| | from: http://realitysandwich.com/27172/jhanas_meditative_absorptions/
First Jhana
The first jhana is like the "big wow," an awesome peak experience that arises after the mind has finally settled on the object of concentration with focused, sustained, one-pointed attention. Bodily or emotional rapture called piti may arise, suffusing the body with bliss or filling the mind with awe --sometimes the feeling is more "gross" and embodied, other times more subtle and purely mental. In my experience, the nimitta would become radiant, awesome, and beautiful, and grow to fill my entire field of vision, and surround my body; the experience was like a glowing, energetic light surrounding and cocooning my whole being. It's quite captivating. There is also a sense of seclusion -- of finally being safe from the chattering mind. From my Jewish spiritual perspective, this was like holiness as the big amazing awesomeness, full of mysterium tremendum and radical amazement. It's Niagara Falls, the Grand Canyon. Like many mystics, I'll use erotic analogies as well; the first jhana is like having sex, before orgasm: panting, arousing, ah--ahh---ahh--- that sort of thing.
Eventually, though, the first jhana begins to feel like too much effort. You have to work to keep it up. This is its advantage -- if you didn't work, you wouldn't get in -- but eventually, after anywhere from fifteen minutes to an hour or more (my longest was one hour), the mind gets tired of ecstasy, excitement, and bliss and moves naturally onto the second jhana.
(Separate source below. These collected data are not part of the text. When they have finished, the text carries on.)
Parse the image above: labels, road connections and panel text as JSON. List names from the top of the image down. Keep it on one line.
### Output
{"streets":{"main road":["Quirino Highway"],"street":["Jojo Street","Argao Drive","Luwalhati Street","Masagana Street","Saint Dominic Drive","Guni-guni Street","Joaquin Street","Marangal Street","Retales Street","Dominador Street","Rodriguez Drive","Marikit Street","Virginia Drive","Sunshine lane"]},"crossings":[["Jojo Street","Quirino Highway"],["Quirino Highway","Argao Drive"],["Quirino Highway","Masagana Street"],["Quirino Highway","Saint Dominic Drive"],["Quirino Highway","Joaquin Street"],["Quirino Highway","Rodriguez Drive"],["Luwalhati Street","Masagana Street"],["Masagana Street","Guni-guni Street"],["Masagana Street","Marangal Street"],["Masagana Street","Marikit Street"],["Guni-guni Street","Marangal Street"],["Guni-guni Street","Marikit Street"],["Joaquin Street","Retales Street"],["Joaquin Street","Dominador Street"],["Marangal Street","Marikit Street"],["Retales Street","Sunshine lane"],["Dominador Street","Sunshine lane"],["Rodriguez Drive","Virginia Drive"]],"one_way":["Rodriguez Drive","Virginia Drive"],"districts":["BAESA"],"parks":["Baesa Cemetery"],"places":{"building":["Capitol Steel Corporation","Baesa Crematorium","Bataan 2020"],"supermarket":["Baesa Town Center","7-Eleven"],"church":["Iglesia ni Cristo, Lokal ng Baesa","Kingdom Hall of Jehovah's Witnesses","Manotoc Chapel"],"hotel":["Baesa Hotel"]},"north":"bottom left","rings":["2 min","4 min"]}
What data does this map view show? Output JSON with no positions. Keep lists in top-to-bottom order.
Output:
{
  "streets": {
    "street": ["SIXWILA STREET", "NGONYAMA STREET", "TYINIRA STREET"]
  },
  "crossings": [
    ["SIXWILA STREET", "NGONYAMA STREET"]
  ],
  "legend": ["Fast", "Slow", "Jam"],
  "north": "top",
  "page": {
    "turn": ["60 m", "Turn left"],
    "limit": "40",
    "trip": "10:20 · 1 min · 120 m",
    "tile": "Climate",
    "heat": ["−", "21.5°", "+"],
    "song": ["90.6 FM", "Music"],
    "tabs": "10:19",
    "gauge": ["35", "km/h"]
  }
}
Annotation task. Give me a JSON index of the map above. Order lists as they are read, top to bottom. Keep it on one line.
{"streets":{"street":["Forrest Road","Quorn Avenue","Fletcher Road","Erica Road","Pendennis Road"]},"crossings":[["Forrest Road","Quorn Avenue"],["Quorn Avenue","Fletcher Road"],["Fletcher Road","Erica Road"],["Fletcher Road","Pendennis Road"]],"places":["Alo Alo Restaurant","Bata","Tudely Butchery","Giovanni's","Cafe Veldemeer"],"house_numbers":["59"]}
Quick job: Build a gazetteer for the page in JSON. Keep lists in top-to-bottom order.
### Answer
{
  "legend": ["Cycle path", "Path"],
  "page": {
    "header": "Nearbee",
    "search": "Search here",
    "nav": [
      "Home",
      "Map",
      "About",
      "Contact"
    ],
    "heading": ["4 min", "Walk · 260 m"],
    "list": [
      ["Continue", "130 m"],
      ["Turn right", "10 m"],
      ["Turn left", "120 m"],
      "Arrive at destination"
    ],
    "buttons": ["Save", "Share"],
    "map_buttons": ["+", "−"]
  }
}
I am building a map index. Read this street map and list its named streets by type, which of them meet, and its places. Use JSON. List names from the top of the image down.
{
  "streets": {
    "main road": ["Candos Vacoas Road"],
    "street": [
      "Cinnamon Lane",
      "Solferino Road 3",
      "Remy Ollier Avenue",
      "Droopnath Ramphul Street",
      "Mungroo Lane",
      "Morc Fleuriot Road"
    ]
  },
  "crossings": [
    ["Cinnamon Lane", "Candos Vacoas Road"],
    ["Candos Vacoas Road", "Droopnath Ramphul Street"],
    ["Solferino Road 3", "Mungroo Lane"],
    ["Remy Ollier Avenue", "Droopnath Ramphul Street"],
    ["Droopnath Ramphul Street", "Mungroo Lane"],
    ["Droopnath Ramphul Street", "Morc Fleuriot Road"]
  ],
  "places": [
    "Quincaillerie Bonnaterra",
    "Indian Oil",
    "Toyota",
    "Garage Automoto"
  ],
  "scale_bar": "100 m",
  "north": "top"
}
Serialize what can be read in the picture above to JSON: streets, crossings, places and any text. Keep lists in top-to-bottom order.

The transition between jhanas is always from gross to subtle: the more gross factors drop off, revealing the more subtle ones underneath. In the case of first-to-second, the factors of applied and sustained thought drop, and the other factors --rapture, joy, and one-pointedness of mind -- reveal themselves more. Usually this "drop" is conscious; after a few weeks of practice, I would feel a kind of mental itchiness when it was time to move on, and would consciously resolve to let the factors drop and the others predominate. A few times, though, the drop happened automatically; the mind would just bail out. Eventually, the four jhanas are kind of like four rooms in a house that you've come to know; you don't even have to make the resolve clearly, because you know the territory, and can recognize it and adjust quite naturally.
Second Jhana
In the second jhana, the feeling tone shifts to joy -- "drenched in delight" in Shaila Catherine's words. Effort drops away, and the mind rests one-pointed on its focus. I experienced the second jhana as being like swimming in a mikva of light -- in my journal one time, I wrote that when the nimitta expands, it is a "waterfall of shimmering light that fills your body with joy." Again, sometimes this was a semi-bodily sensation, other times purely mental. There was often a bright light in my eyes as well--more on that below -- and sometimes a deep sense of healing. This is it, you're here, you can trust and let go. The sexual analogy here is to the time of orgasm itself -- not the first moment, but the longer period of time if, like me, you like really long and drawn-out orgasmic states. It's like that gorgeous sexual feeling of letting go: not ah-ah-ah, but ahhhhhh. Sometimes it really felt as if the light were kissing me, penetrating me, filling me. This is God as lover; the fascinans, the erotic partner envisioned and embodied by mystics. It's really something.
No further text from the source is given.